Collected data entries
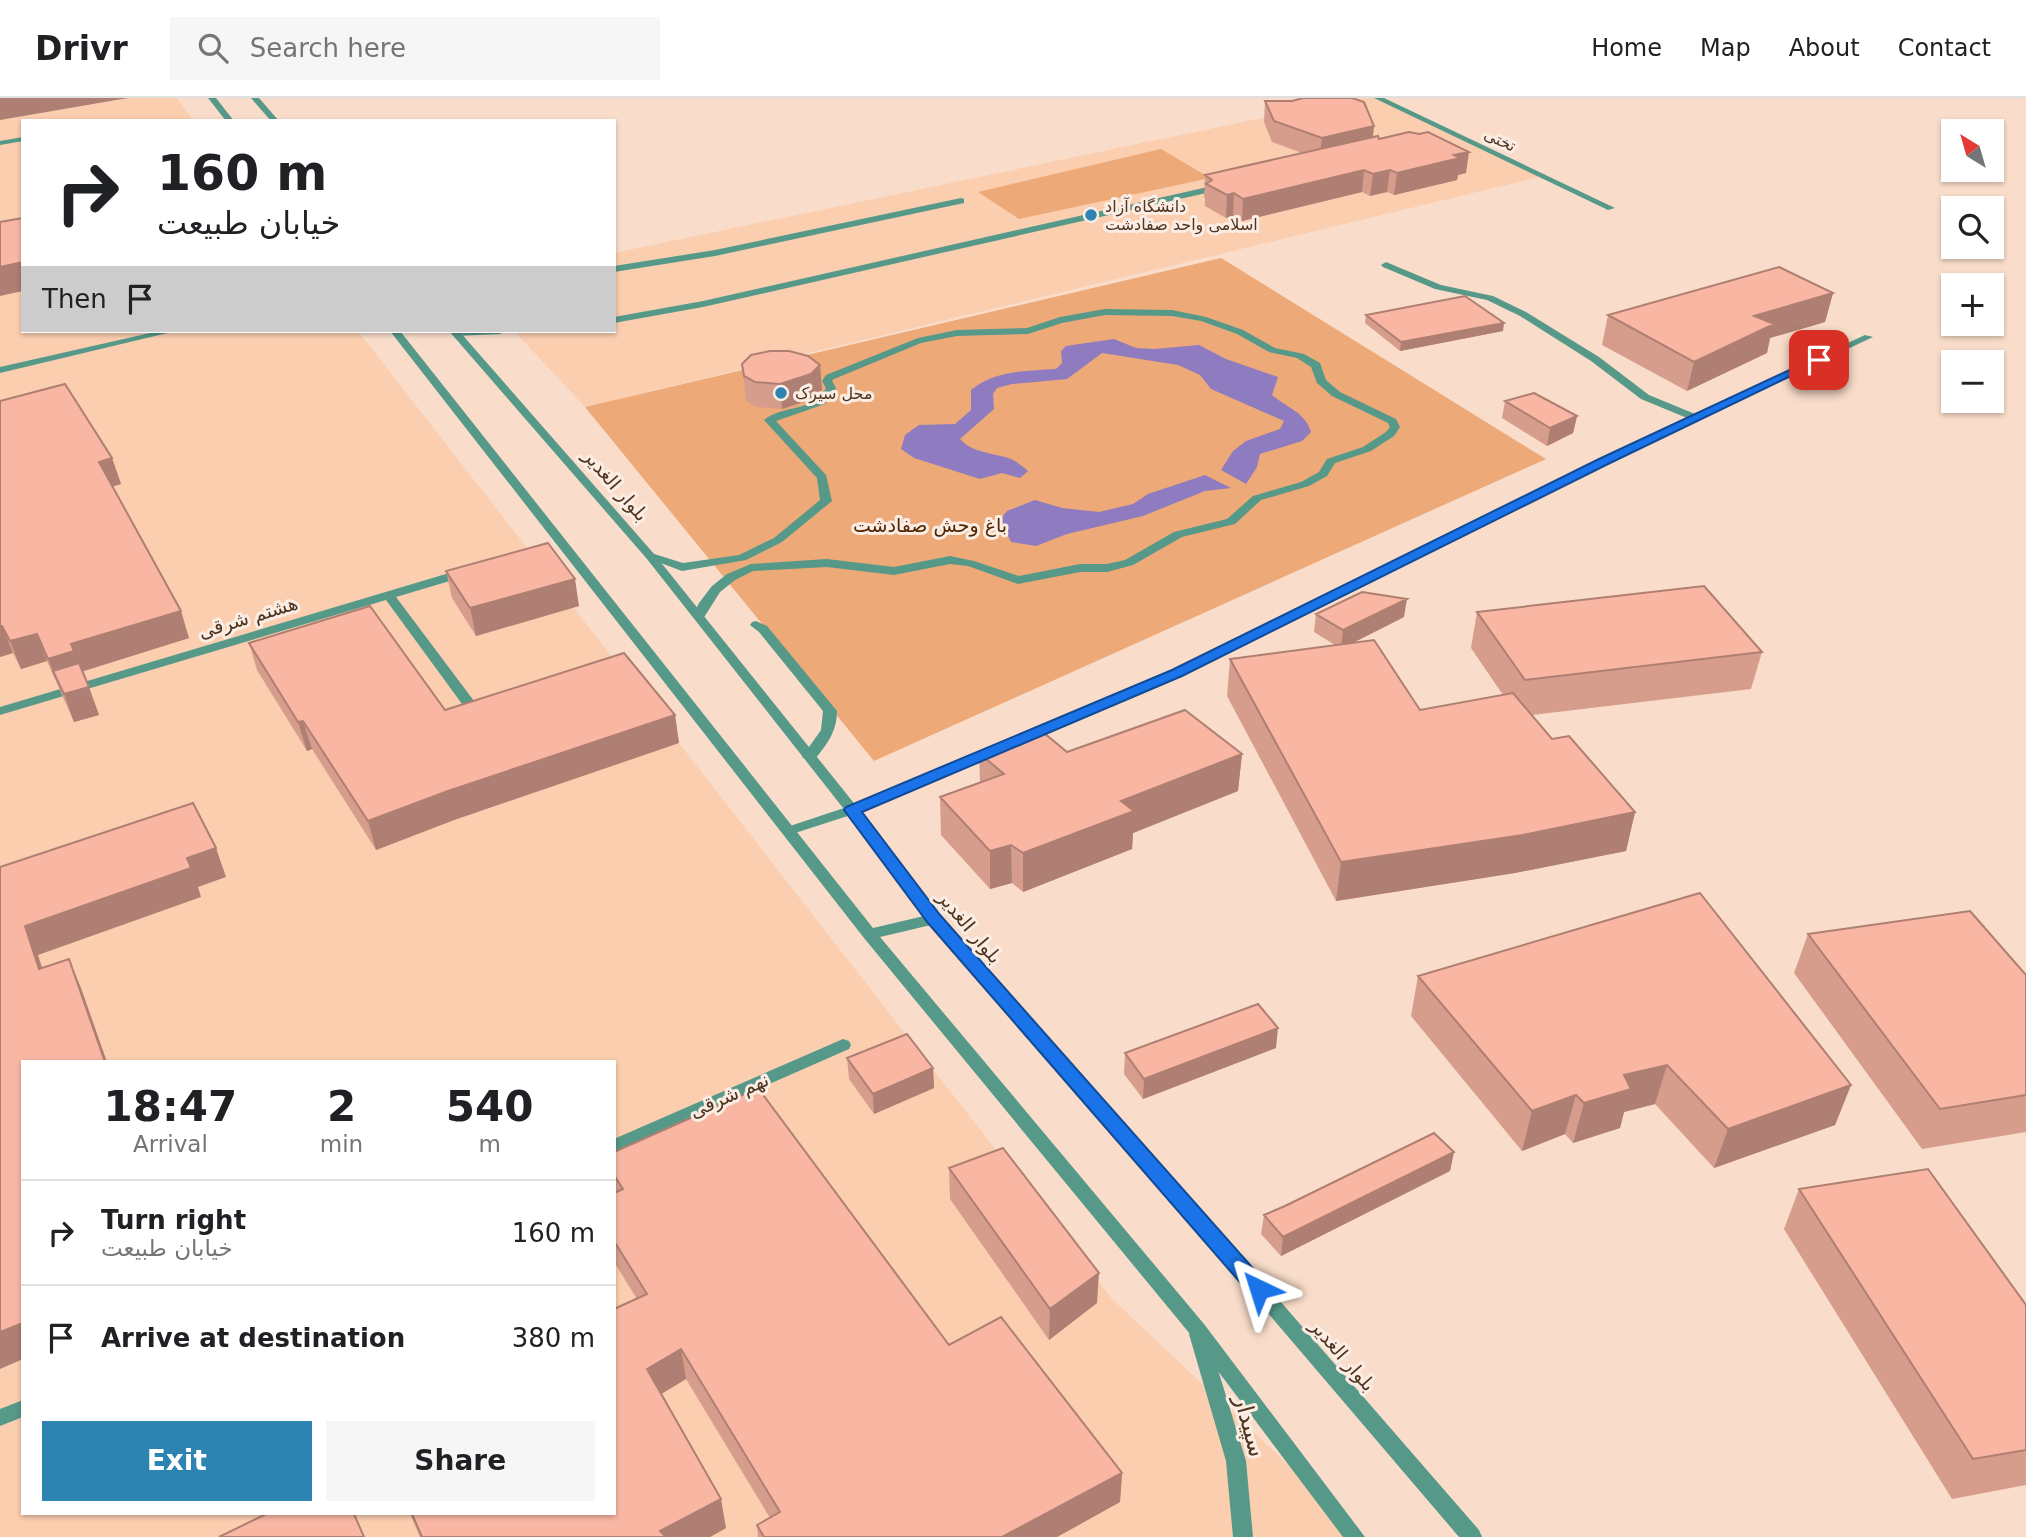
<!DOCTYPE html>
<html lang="en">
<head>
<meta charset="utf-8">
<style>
  body { margin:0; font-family:"DejaVu Sans",Cairo,sans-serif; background:#f6f6f6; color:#202124; height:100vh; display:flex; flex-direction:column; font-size:26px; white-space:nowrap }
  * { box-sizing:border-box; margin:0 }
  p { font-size:23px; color:#757577 }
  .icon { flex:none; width:38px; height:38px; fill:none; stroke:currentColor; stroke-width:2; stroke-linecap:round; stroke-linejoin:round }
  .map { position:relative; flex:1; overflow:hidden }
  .details { position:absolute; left:21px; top:962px; width:595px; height:455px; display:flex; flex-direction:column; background:#fff; border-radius:0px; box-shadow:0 2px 5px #0004 }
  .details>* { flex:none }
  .guide { position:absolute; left:21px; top:21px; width:595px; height:214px; border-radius:0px; box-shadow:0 2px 5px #0004; background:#fff; color:#202124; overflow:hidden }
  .needle { width:46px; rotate:323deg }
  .fabs { position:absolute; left:1941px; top:21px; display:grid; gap:14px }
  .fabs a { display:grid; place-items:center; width:63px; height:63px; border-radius:0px; background:#fff; box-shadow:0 2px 5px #0004; font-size:35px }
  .pin { position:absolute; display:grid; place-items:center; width:60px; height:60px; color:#fff; margin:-30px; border-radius:14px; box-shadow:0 4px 10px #0006 }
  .me { position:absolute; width:77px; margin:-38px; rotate:319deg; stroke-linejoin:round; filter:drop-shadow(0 0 5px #0008) }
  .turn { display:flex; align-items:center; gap:24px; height:147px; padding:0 21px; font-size:32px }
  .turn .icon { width:91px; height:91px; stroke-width:2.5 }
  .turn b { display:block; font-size:49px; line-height:60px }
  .then { display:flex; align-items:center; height:66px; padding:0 21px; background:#0003; gap:14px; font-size:26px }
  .eta { display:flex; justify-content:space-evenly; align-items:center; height:119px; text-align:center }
  .eta b { font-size:42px; font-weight:700; line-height:49px }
  .action { display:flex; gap:14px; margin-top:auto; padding:14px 21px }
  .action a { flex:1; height:80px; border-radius:0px; background:#2d84b3; color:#fff; font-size:28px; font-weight:700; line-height:80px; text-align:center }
  .action a+a { background:#f6f6f6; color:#202124 }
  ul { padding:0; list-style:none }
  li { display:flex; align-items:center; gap:21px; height:105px; padding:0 21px; border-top:2px solid #e0e0e0 }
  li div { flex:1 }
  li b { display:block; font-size:26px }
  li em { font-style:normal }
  header { display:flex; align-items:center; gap:42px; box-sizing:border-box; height:98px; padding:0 35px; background:#fff; border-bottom:2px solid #e0e0e0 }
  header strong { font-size:33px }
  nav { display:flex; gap:38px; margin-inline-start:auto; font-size:24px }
  .search { width:490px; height:63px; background:#f6f6f6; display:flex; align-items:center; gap:18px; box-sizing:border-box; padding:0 24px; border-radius:0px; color:#757577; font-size:26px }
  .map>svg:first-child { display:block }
  .built { fill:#fbceaf; fill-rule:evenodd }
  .green { fill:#eda977 }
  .water { fill:#8f7bc0 }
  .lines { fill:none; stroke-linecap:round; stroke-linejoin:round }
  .service { fill:#569989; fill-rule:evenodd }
  .minor { fill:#569989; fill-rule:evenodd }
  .tertiary { fill:#569989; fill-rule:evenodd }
  .wall { fill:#d69d8c }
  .shaded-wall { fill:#ae7f72 }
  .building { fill:#f9b6a3; stroke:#ae7f72; stroke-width:2 }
  .route { fill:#1a73e8; stroke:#114b97; stroke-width:2 }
  .poi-dot { fill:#2d84b3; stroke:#fbede4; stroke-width:2.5 }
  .labels { text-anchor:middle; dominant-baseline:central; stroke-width:6; stroke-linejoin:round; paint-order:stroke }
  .far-street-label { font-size:16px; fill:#4f3421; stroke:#fbede4 }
  .far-poi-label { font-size:16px; fill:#4f3421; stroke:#fbede4; text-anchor:start }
  .street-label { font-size:19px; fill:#4f3421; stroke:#fbede4 }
  .park-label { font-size:19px; fill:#502600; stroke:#fbede4 }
  .near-street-label { font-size:23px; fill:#4f3421; stroke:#fbede4 }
</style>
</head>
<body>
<header>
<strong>Drivr</strong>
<div class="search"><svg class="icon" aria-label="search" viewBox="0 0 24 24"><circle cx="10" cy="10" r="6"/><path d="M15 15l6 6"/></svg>Search here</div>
<nav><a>Home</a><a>Map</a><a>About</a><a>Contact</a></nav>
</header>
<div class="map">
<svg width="2026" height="1439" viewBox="0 0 2026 1439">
  <rect width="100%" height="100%" fill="#f9ddca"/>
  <path class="built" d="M0,0H177L194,23H23V233H358L1112,1201L1365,1439H0ZM23,964H614V1416H23Z
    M1359,0H1374L1544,78L585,309L514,233H614V155Z"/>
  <path class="green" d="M1161,51L1210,80L1019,121L978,94Z
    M1221,160L1546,361L874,663L585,309Z"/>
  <path class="water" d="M1114,241L1136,250L1155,251L1199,247L1226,261L1278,279L1272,297C1287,310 1305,314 1311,334L1302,343L1260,356L1257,369L1246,386L1221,372L1233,353L1246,343L1280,331L1284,323L1211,291L1200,277L1178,267L1102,255L1067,281L1012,286L997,290L993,296L994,311L960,341C971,354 992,355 1008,360C1015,362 1022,368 1028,373L1020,380L1002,375L980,381L914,360L901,351L905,337L919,327L955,326L971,312V292C996,272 1025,273 1056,271L1062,265L1061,253L1066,248Z
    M1205,377L1231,390L1205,393L1143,418L1067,436L1036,448L1011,444L1000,422L1007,413L1035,402L1062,410L1099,414L1133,406L1148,396Z"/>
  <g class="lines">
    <path class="service" d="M23,39V43L0,47V43Z
      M1221,86L1224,87V91L703,209L614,225V219L703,203Z
      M961,100L964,101V105L715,158L614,174V168L715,152Z
      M1105,211L1172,212L1206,219L1243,232L1275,250L1304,256L1320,265L1326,282L1340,294L1396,321L1400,329L1394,338L1371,353L1335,365L1327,378L1309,388L1261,402L1235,426L1182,439L1133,467L1107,474H1080L1018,486L968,468L950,466L894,477L827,469L753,473L735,482L720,494L703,521H695L693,518L699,505L712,488L727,476L751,466L827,461L894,469L950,458L974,463L1019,478L1080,466H1107L1125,462L1174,434L1227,421L1253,398L1301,384L1319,374L1327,361L1363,349L1386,334L1390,329L1388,325L1332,298L1317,285L1311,269L1297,260L1269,254L1237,236L1201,223L1172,218L1105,217L1062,225L1028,236L957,238L921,245L834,281L832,283L836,290L825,306L776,323L826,377L832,403L782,444L746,462L682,473L645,459L651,455L683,465L739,457L774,440L820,402L817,380L764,322C782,307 814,314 826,290L822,283L826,277L918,240L957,232L1027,230L1060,219Z
      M159,233H176L0,275V269Z
      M457,233H505L500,236L454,238V234Z
      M466,470L470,471V477L396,499L483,615L485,618L483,621H473L386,502L0,617V609Z
      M756,523L767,528L837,613C837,633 827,647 814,662L809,663L802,659L821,632L823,613L759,534L750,527L752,524Z
      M843,941L849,943L851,947L849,951L614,1054V1041Z
      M23,1302V1319L0,1328V1311Z"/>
    <path class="minor" d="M1386,164L1441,187L1493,198L1526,214L1599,259L1649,297L1695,316L1865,237L1873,239L1607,365L1181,578L1030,642H1020L1018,639L1020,636L1173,572L1599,361L1687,320L1641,301L1591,263L1520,218L1487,202L1435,191L1383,169L1381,167Z
      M997,647L1004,651L1002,654L857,715L789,737L782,733L784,730L847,709Z
      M1198,1228L1205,1231L1207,1236L1246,1363L1253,1439H1233L1226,1363L1189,1236L1191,1231Z"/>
    <path class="tertiary" d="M208,0H216L234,23H226Z
      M251,0H259L279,23H271Z
      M1374,0H1384L1615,110L1608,112Z
      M390,233H400L873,830L924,818L847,715L647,461L449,233H459L655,457L857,709L939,817L1181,1089L1479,1432L1482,1439H1459L1169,1099L931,827L880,839L1204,1226L1365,1439H1343L1190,1236L864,840Z"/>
  </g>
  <path class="wall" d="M1265,3L1373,39L1466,75L1458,77L1457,82L1394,97L1387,94L1370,98L1362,94L1242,123L1233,118L1226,120L1205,108V100L1204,99L1205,77L1302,55L1272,44L1264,24Z
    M1833,195L1825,224L1770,240L1767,255L1687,293L1602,247L1608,217Z
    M1366,217L1503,233L1400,253L1365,225Z
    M742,266L822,292L812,301L797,307L782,311L757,309L746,303Z
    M0,303L112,360L121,386L113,388L189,540L82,573L99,617L74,624L47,563L21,571L13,555L0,559Z
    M1505,303L1577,318L1573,335L1547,348L1502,320Z
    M446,473L579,508L476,538L452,500Z
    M1477,514L1762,554L1751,591L1532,617L1552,641L1635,714L1626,753L1515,775L1336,803L1227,598L1230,561L1335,547L1314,534L1316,516L1404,519L1352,545L1420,612L1503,597L1471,550Z
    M249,545L445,612L675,617L679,645L454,722L376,752L312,651L307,653L257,572Z
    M1067,654L1242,656L1238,693L1133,735L1132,751L1023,794L1012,785L990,791L941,737L940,699L980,685L979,655Z
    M1808,836L2026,877V1034L1922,1051L1794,875Z
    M1418,878L1851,987L1835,1027L1714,1070L1655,1006L1624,1014L1620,1030L1573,1045L1565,1036L1522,1053L1411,918Z
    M1276,950L1143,1001L1124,976L1125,955Z
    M847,960L933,970L934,990L874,1016L849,981Z
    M614,1054L949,1247L1122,1375L1120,1404L1057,1439H758L757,1427L770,1420L686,1281L661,1296L726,1430L710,1439H420L410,1416H614L637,1201L614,1164Z
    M1454,1054L1450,1073L1281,1158L1261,1136L1264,1117Z
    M949,1070L1097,1205L1049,1242L950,1101Z
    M1799,1091L2026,1207V1387L1952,1401L1784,1131Z"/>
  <path class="shaded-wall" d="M0,0H128L0,22Z
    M1374,28L1372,50L1319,61L1322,40Z
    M1469,54L1466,75L1458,77L1457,82L1394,97L1397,75L1454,57Z
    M1364,72L1362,94L1242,123L1243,101Z
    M1390,72L1387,94L1370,98L1373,76Z
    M1234,95L1233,118L1226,120L1227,97Z
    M23,164V193L0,198V169Z
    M1833,195L1825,224L1770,240L1767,255L1687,293L1694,264L1754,218Z
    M1504,225L1503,233L1400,253L1401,244Z
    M820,267L822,292L812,301L782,311L780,286Z
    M1577,318L1573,335L1547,348L1550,330Z
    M112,360L121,386L108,390L99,364Z
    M575,481L579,508L476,538L470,510Z
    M1407,501L1404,519L1341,551L1343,532Z
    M181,513L189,540L81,574L53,573L59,589L48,561L71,546Z
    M0,528H2L13,555L0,559Z
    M37,536L47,563L21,571L10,543Z
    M89,589L99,617L74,624L64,596Z
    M675,617L679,645L454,722L376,752L368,723L448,693Z
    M303,623L312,651L307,653L298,624Z
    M1242,656L1238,693L1133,735L1132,751L1023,794V755L1121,703Z
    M1635,714L1626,753L1515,775L1336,803L1341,764Z
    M1011,747L1012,785L990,791V753Z
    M216,750L226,779L198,789L201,799L38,857L52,901L39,871L25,828L187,760Z
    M69,861L81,890L107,964H105Z
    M1278,930L1276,950L1143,1001L1144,981Z
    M1667,967L1655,1006L1624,1014L1620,1030L1573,1045L1584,1005L1624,977Z
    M933,970L934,990L874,1016L873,996Z
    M1851,987L1835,1027L1714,1070L1728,1031Z
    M1576,997L1565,1036L1522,1053L1532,1013Z
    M1454,1054L1450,1073L1281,1158L1283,1139Z
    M1099,1175L1097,1205L1049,1242L1050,1211Z
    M23,1225V1261L0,1271V1234Z
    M681,1251L686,1281L653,1301L647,1271Z
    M1122,1375L1120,1404L1057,1439H1002Z
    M721,1401L726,1430L710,1439H661L660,1433Z"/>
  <path class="building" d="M1303,0H1352L1364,4L1374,28L1322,40L1274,23L1265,3H1292Z
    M1409,34L1419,36L1428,34L1469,54L1454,57L1460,60L1397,75L1390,72L1373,76L1364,72L1243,101L1234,95L1227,97L1206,86L1212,82L1205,77L1378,38L1379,41Z
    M23,120V164L0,169V124Z
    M1779,169L1833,195L1754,218L1774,226L1694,264L1608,217Z
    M1465,198L1504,225L1401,244L1366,217Z
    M770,253H789L808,258L820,267L811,276L780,286L755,284L744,278L742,266L751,257Z
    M65,286L112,360L99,364L181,513L71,546L74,553L48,561L37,536L10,543L2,528H0V303Z
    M1534,295L1577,318L1550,330L1505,303Z
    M548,445L575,481L470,510L446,473Z
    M1704,488L1762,554L1525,582L1477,514Z
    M1362,494L1407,501L1343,532L1316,516Z
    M370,508L445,612L624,555L675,617L448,693L368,723L303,623L298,624L249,545Z
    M1374,542L1420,612L1513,595L1552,641L1569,638L1635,714L1523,737L1341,764L1230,561Z
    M79,565L89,589L64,596L53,573Z
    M1185,612L1242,656L1121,703L1134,713L1023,755L1011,747L990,753L940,699L1004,676L979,655L1038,630L1067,654Z
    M193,705L216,750L187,760L191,770L25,828L39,871L69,861L105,964H23V1225L0,1234V769Z
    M1700,795L1851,987L1728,1031L1667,967L1624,977L1631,991L1584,1005L1576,997L1532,1013L1418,878Z
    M1970,813L2026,877V997L1940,1011L1808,836Z
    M1258,906L1278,930L1144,981L1125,955Z
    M907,936L933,970L873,996L847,960Z
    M758,990L949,1247L1001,1219L1122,1375L1002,1439H764L757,1427L780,1414L681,1251L647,1271L721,1401L660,1433L666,1439H422L412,1416H614V1211L647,1196L614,1143V1095L623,1091L614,1077V1054Z
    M1434,1035L1454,1054L1283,1139L1264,1117L1285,1108Z
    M1003,1050L1099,1175L1050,1211L949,1070Z
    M1928,1071L2026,1207V1352L1973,1361L1799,1091Z
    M266,1416H354L364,1439H219Z"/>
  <path class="route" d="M1815,260L1824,262L1608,366L1182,578L862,714L940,817L1266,1185L1269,1191L1266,1197L1259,1200L1251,1197L928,825L844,712L846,709L1172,572L1599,361Z"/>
  <g class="poi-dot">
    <circle cx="1091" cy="117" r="7"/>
    <circle cx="781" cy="295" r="7"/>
  </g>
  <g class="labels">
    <g class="far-street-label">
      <text transform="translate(1500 42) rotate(25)">تختی</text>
    </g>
    <g class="far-poi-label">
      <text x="1105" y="108">دانشگاه آزاد<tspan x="1105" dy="18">اسلامی واحد صفادشت</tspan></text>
      <text x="795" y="295">محل سیرک</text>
    </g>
    <g class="street-label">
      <text transform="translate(616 387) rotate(49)">بلوار الغدیر</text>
      <text transform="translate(248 519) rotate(-17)">هشتم شرقی</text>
      <text transform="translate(970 829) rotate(50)">بلوار الغدیر</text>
      <text transform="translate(729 997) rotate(-24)">نهم شرقی</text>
      <text transform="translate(1343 1257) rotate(49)">بلوار الغدیر</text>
    </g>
    <g class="park-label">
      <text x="930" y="427">باغ وحش صفادشت</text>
    </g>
    <g class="near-street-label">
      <text transform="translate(1250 1328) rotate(75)">سپیدار</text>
    </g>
  </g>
</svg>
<div class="fabs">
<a><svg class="needle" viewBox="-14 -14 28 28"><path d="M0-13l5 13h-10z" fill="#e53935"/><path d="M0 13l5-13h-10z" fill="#757577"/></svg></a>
<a><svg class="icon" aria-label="search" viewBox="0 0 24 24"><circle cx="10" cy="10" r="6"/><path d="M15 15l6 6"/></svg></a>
<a>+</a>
<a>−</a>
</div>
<div class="pin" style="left:1819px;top:262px;background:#d93025"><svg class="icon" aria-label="arrive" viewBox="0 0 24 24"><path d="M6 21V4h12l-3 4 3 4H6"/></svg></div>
<svg class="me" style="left:1259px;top:1191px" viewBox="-20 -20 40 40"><path d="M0-17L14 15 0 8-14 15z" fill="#1a73e8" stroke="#fff" stroke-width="4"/></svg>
<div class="guide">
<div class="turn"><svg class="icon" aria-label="right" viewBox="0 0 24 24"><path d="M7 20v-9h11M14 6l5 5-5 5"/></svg><div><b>160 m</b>خیابان طبیعت</div></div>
<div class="then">Then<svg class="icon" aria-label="arrive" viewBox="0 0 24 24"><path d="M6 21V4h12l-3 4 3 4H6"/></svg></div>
</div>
<section class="details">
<div class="eta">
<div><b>18:47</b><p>Arrival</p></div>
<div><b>2</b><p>min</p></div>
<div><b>540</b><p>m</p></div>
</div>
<ul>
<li><svg class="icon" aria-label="right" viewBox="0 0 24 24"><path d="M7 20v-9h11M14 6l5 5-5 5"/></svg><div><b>Turn right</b><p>خیابان طبیعت</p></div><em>160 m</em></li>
<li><svg class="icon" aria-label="arrive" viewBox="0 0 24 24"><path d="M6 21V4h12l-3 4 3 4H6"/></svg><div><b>Arrive at destination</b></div><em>380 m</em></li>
</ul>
<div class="action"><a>Exit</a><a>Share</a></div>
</section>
</div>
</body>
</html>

[PROBLEM DETAILS] Look for the string "none" in the data above and return every line that has it.

[WRITTEN ANSWER]
  .icon { flex:none; width:38px; height:38px; fill:none; stroke:currentColor; stroke-width:2; stroke-linecap:round; stroke-linejoin:round }
  .details>* { flex:none }
  ul { padding:0; list-style:none }
  .lines { fill:none; stroke-linecap:round; stroke-linejoin:round }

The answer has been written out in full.